SCP-6641-1 grabs Dr. Fuller by the neck and lifts her upward, before smashing her onto the ground. Dr. Lohlainn and Rs. Stalos return to the lounge room, with the former holding onto a large fire ax. Rs. Stalos notices SCP-6641-1 and immediately snatches the ax from Dr. Lohlainn. He hacks off the limb of SCP-6641-1 that was connected to the back of Dr. Orville.

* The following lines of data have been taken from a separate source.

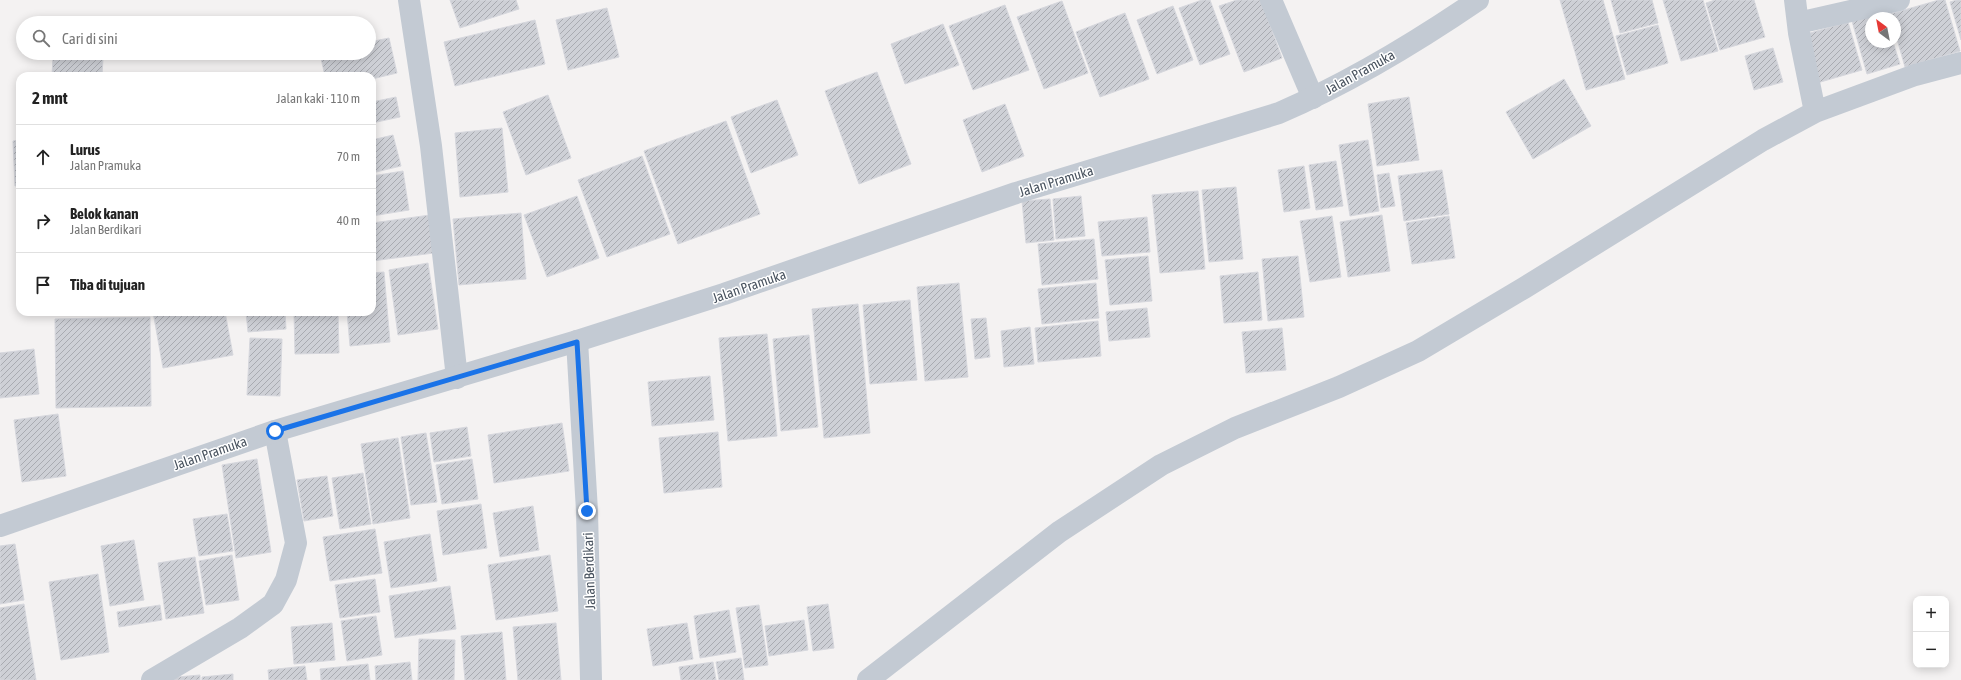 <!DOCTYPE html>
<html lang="id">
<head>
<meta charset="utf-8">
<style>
	:root { --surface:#fff; --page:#f2f2f2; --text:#222; --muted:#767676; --line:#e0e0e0 }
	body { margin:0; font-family:"Asap Condensed",sans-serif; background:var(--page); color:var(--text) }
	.controls { position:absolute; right:12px; bottom:12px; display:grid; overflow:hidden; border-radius:8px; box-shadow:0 2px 10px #0003 }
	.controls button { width:36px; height:36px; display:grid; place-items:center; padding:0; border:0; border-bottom:1px solid var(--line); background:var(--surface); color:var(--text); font:20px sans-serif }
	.compass { position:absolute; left:1865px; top:12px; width:36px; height:36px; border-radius:50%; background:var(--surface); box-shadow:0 2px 10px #0003; rotate:328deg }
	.stop { position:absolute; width:12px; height:12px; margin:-9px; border:3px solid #1a73e8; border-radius:50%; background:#fff }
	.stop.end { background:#1a73e8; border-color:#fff; box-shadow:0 1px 4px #0008 }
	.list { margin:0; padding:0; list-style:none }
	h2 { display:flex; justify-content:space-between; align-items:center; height:52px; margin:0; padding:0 16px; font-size:17px }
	h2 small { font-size:13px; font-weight:400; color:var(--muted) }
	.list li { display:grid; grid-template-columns:26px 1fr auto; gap:12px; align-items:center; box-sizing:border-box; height:64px; padding:0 16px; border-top:1px solid var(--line) }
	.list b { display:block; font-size:15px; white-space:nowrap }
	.list p { margin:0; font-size:13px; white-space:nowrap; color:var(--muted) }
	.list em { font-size:13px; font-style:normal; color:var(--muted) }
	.icon { flex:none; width:22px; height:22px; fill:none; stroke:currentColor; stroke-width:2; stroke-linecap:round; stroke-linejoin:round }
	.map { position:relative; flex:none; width:1961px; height:680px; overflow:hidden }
	.search { position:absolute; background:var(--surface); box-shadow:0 2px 10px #0003; left:16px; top:16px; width:360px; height:44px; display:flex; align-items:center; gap:10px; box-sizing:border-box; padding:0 14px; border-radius:22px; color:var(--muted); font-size:15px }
	.panel { position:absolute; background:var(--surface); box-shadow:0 2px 10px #0003; left:16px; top:72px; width:360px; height:244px; border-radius:12px }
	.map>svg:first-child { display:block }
	.building { fill:url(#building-hatch); stroke:#d6d7dd }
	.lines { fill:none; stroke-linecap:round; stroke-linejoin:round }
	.minor { stroke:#c3cad3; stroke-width:22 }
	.tertiary { stroke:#c3cad3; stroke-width:22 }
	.route { stroke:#1a73e8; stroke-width:5 }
	.labels { text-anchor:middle; stroke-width:3; stroke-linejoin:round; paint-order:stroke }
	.street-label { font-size:14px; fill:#49535f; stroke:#fff }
</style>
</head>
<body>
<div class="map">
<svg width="1961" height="680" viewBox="0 0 1961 680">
	<defs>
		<pattern id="building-hatch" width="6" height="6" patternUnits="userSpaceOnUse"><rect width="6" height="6" fill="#ced0d6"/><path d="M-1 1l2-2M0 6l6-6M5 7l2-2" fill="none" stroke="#a9abb1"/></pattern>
	</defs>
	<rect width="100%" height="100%" fill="#f4f2f2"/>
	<path class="building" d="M 450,0 L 516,0 L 519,9 L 460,28 Z
		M 1202,0 L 1210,0 L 1230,54 L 1200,65 L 1179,8 Z
		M 1237,0 L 1261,0 L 1282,58 L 1244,72 L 1219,6 Z
		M 1560,0 L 1603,0 L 1625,79 L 1586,90 Z
		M 1611,0 L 1652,0 L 1658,23 L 1620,33 Z
		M 1663,0 L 1703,0 L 1718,51 L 1681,61 Z
		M 1715,0 L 1754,0 L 1765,37 L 1720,50 L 1706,3 Z
		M 1939,0 L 1945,0 L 1960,51 L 1905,67 L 1895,32 L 1895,18 L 1891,18 L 1890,14 Z
		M 1957,0 L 1961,0 L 1961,40 L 1950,2 Z
		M 1062,1 L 1088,73 L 1044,89 L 1017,17 Z
		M 1005,5 L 1029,70 L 973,90 L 949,26 Z
		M 1173,6 L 1193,60 L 1157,74 L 1137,20 Z
		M 607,8 L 619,57 L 568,70 L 556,20 Z
		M 1885,12 L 1887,18 L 1871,18 L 1871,42 L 1893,42 L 1900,64 L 1867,74 L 1852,21 Z
		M 1125,13 L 1149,79 L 1100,97 L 1076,32 Z
		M 535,20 L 545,64 L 455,86 L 444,42 Z
		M 1848,22 L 1862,70 L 1817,83 L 1803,35 Z
		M 943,24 L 959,65 L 905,84 L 891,44 Z
		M 1658,25 L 1668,63 L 1627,75 L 1616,36 Z
		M 389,38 L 397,73 L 372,79 L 372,76 L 325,76 L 320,54 L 369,53 L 369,42 Z
		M 1773,48 L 1783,82 L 1754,90 L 1745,56 Z
		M 53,57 L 103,58 L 102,76 L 52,76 Z
		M 877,72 L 911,164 L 859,184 L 825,91 Z
		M 1564,79 L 1591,126 L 1533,159 L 1506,112 Z
		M 548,95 L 571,158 L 526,175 L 503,112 Z
		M 396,97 L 400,117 L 372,123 L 372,102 Z
		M 1409,97 L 1419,160 L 1377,166 L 1368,104 Z
		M 777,100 L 798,155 L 751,173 L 731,117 Z
		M 1005,104 L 1024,156 L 982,172 L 963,120 Z
		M 726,121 L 760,214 L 678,244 L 644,151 Z
		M 502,128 L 508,192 L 460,197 L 455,133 Z
		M 393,135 L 401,166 L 372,173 L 372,140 Z
		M 20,140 L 20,185 L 15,186 L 13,141 Z
		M 1368,140 L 1379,211 L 1350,216 L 1339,145 Z
		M 642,156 L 670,234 L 607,257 L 578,180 Z
		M 1336,161 L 1343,206 L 1316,210 L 1309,165 Z
		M 1304,166 L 1310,208 L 1284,212 L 1278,170 Z
		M 1442,170 L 1449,214 L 1404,221 L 1398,176 Z
		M 403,171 L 409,210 L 372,216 L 372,176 Z
		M 1389,173 L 1395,206 L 1381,208 L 1377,175 Z
		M 1236,187 L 1243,259 L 1209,262 L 1202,190 Z
		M 1198,191 L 1205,269 L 1160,273 L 1152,195 Z
		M 577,196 L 599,258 L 547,277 L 524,215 Z
		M 1081,196 L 1085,236 L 1056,239 L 1053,199 Z
		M 1050,199 L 1054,240 L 1026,243 L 1022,201 Z
		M 521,213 L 526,279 L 459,285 L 453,219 Z
		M 430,215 L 434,253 L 372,261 L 372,223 Z
		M 1382,215 L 1390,271 L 1348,277 L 1340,222 Z
		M 1332,216 L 1341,277 L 1310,282 L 1300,221 Z
		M 1449,216 L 1455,258 L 1412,264 L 1406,223 Z
		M 1147,217 L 1150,252 L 1102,256 L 1098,222 Z
		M 1094,239 L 1098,279 L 1042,285 L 1038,244 Z
		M 1148,256 L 1152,301 L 1110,305 L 1105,260 Z
		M 1298,256 L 1304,317 L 1268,321 L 1262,259 Z
		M 428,263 L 438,329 L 398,335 L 389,270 Z
		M 384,272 L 390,342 L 350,346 L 347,312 L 372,312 L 372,273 Z
		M 1258,272 L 1262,320 L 1224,323 L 1220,276 Z
		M 959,283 L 968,377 L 925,381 L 917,287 Z
		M 1096,283 L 1099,318 L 1042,324 L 1038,289 Z
		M 910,300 L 917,380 L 870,384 L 863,305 Z
		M 858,304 L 870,433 L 824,438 L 812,309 Z
		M 1147,308 L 1150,337 L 1109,341 L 1106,312 Z
		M 153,312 L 225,312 L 233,355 L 163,368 Z
		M 246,312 L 285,312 L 286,329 L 248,332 Z
		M 294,312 L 338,312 L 339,353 L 295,354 Z
		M 150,317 L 151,406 L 56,408 L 55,319 Z
		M 986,318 L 990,357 L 975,359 L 971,319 Z
		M 1098,321 L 1101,356 L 1038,362 L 1035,328 Z
		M 1030,327 L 1034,364 L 1004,367 L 1001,331 Z
		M 1282,328 L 1286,370 L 1246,373 L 1242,332 Z
		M 767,334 L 777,436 L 728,441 L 719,338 Z
		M 809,335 L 818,427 L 781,431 L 773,339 Z
		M 250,338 L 282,339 L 280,396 L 247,395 Z
		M 34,349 L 39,394 L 0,398 L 0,353 Z
		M 710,376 L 714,420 L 652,426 L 648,382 Z
		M 58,414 L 66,476 L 22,482 L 14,420 Z
		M 562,423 L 569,471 L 494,483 L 488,435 Z
		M 467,427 L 471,456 L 434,462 L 430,433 Z
		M 718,432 L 722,487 L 664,493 L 659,438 Z
		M 426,433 L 437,502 L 411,505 L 401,437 Z
		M 398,438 L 410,518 L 373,524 L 361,444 Z
		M 257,459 L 271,552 L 236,558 L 222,465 Z
		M 472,459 L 478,499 L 442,504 L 436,465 Z
		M 363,473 L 371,524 L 340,529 L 332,478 Z
		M 327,476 L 333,516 L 304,521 L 297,480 Z
		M 481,504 L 487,548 L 443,555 L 437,511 Z
		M 533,506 L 539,550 L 500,557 L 493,513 Z
		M 227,514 L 233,551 L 199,556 L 193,519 Z
		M 375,529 L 382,573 L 330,581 L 323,537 Z
		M 430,534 L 437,581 L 391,588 L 384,542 Z
		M 134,540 L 144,600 L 110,606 L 101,546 Z
		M 15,544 L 24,600 L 0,604 L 0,546 Z
		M 232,555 L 239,600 L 206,605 L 199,561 Z
		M 550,555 L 558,611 L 496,620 L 488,565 Z
		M 195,557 L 204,613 L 166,619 L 158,563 Z
		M 98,574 L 109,652 L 61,660 L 49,582 Z
		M 375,579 L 380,612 L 340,618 L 335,585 Z
		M 450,586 L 456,629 L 395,638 L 389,596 Z
		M 24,604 L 36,680 L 0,680 L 0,608 Z
		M 828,604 L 834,648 L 813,651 L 807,607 Z
		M 160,605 L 162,620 L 119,627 L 117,612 Z
		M 759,605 L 768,665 L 745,668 L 736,608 Z
		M 729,610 L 736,652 L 700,658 L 694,616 Z
		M 376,616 L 382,655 L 347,661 L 341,621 Z
		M 804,620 L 808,650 L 769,656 L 765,626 Z
		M 332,623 L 335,660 L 294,664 L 291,627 Z
		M 556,623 L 561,680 L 518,680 L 513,627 Z
		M 687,623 L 693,659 L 653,666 L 647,629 Z
		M 502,632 L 506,680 L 465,680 L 461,636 Z
		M 419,639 L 455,640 L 454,680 L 418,680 Z
		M 741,658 L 744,680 L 719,680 L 716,662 Z
		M 410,662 L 412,680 L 376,680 L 375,666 Z
		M 713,662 L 716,680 L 681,680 L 679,667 Z
		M 368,664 L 370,680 L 321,680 L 320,669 Z
		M 305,666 L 307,680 L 269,680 L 268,670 Z
		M 233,674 L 233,680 L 202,680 L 202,677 Z
		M 200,675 L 200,680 L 167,680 L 166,678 Z"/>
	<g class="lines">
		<path class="minor" d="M 409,0 L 431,146 L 457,378
			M 1271,0 L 1313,98
			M 1795,0 L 1799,33 L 1815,112
			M 1798,23 L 1899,0
			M 577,341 L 587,511 L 591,680
			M 152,680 L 240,628 L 273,604 L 286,580 L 296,543 L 275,431
			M 868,680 L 1059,532 L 1161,465 L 1235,428 L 1339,387 L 1418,351 L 1524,288 L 1763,140 L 1815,112 L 1915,75 L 1961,63"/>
		<path class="tertiary" d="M 0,526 L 275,431 L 577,341 L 724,294 L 1016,193 L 1279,113 C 1349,83 1415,43 1478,0"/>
	</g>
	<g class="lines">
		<path class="route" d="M 275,431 L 577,342 L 587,511"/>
	</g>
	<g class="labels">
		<g class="street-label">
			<text transform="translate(1360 72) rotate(-29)" y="5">Jalan Pramuka</text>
			<text transform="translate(1056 181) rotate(-17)" y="5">Jalan Pramuka</text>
			<text transform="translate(749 286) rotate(-19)" y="5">Jalan Pramuka</text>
			<text transform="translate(210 453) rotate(-19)" y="5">Jalan Pramuka</text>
			<text transform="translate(589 571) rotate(-92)" y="5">Jalan Berdikari</text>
		</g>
	</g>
</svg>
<div class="controls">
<button>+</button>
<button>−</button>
</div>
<svg class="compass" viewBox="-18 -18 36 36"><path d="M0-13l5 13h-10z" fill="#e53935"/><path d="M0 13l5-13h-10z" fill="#767676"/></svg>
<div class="stop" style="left:275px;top:431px"></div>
<div class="stop end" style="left:587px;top:511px"></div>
<div class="search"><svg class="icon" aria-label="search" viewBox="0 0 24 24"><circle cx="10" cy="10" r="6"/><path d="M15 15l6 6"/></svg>Cari di sini</div>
<section class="panel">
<h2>2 mnt<small>Jalan kaki · 110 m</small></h2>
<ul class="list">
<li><svg class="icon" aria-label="ahead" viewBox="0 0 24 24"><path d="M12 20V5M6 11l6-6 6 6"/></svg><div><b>Lurus</b><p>Jalan Pramuka</p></div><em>70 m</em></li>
<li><svg class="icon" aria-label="right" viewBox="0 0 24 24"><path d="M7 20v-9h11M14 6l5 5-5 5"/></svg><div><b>Belok kanan</b><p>Jalan Berdikari</p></div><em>40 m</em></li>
<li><svg class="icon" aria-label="arrive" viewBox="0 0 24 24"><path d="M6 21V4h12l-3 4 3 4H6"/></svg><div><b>Tiba di tujuan</b></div></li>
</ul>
</section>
</div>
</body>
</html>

The loud scream can be heard again as Rs. Stalos continues to hack SCP-6641's lower limb. After twenty seconds, SCP-6641-1 is completely severed from Dr. Orville. Its remains began to demanifest as Dr. Orville slowly wakes up.

Dr. Orville: (yawns) Ugh, I had the weirdest dream. Wait a minute. (checks his watch) Holy, shit! I slept! I slept without the goddamn fucking arm bothering me! Jesus, this is so great. Thank God. I guess it must have just gone on its own. Guys, you won't believe thi- woah. What the hell happened?

Agt. Sierra: Hope you had a good nap, Orville.


On-site security arrived on the scene and was able to give medical attention to Dr. Fuller, Dr. Kelly, and Agent Sierra. However, all of the associated Foundation personnel (except Dr. Orville) were immediately reprimanded afterward for engaging in an anomaly without consent nor direct approval from any known parties.

As of 07/09/2020, SCP-6641 has been reclassified as Decommissioned.